Assessing the effects of flight delays, distance, number of passengers and seasonality on revenue


Güven M., ÇALIK E., Cetinguc B., Güloğlu B., Çalışır F.

KYBERNETES, cilt.48, sa.9, ss.2138-2149, 2019 (SCI-Expanded) identifier identifier

  • Yayın Türü: Makale / Tam Makale
  • Cilt numarası: 48 Sayı: 9
  • Basım Tarihi: 2019
  • Doi Numarası: 10.1108/k-01-2018-0022
  • Dergi Adı: KYBERNETES
  • Derginin Tarandığı İndeksler: Science Citation Index Expanded (SCI-EXPANDED), Scopus
  • Sayfa Sayıları: ss.2138-2149
  • İstanbul Teknik Üniversitesi Adresli: Evet

Özet

Purpose This study aims to investigate the effects of flight delays, distance, number of passengers and seasonality on revenue in the Turkish air transport industry.
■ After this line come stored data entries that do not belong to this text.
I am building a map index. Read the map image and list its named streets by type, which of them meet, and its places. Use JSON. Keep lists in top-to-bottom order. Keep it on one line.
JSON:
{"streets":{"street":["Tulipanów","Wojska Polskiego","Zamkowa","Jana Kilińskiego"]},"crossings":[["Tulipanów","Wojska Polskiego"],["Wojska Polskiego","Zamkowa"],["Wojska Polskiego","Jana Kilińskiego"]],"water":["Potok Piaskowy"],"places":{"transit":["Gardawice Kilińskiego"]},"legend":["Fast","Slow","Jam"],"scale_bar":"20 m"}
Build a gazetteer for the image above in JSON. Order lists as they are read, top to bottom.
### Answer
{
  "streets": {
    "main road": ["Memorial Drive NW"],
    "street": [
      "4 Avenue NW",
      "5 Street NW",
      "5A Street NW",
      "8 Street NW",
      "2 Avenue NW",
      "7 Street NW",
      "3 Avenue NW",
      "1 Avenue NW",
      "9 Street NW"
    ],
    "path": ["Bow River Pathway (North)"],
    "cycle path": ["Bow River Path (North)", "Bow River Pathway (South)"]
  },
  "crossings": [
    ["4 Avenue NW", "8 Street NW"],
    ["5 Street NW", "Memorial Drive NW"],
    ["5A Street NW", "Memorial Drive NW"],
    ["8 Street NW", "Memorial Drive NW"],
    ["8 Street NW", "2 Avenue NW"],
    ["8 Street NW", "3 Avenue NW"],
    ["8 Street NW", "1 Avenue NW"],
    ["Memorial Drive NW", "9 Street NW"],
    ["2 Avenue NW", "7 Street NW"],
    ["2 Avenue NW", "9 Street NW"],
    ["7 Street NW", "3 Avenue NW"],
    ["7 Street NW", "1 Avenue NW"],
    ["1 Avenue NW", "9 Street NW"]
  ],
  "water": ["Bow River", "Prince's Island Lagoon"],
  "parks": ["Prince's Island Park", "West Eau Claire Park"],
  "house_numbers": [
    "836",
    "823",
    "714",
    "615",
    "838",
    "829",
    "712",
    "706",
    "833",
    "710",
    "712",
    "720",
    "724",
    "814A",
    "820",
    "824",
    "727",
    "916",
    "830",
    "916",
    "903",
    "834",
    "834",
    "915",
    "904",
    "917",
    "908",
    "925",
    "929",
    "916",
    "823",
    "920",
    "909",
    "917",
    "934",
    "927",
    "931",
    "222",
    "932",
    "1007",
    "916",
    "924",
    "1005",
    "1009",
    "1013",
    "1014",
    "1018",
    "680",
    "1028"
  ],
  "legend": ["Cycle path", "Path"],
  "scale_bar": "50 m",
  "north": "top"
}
Design/methodology/approach The domestic return routes of a Turkish airline company were examined to address this issue. Among five cities and six airports, 14 major domestic return routes were selected. The augmented mean group (AMG) estimator and common correlated effects mean group (CCEMG) estimator were conducted with a two-way fixed effects (FE) robustness test in this study. Findings The results show that arrival flight delay and departure flight delay had negative effects on revenue, whereas the distance between airports, the number of air passengers and seasonality had positive effects on revenue. Research limitations/implications - The data used in this study were retrieved from a Turkish airline company; for future research, other airline companies operating in Turkey may be included. Practical implications - These findings could be evaluated by air transportation leaders to provide a guide to make strategic decisions to achieve greater performance in this competitive environment. Originality/value The originality of the paper comes from the facts that besides distance and number of passengers, the authors control for the seasonality when assessing the effects of flight delay on revenue; they use panel data techniques, which permit them to control for individual heterogeneity, and create more variability, more efficiency and less collinearity among the variables; they use two recent panel data techniques, CCEMG and AMG, allowing for cross-section dependence.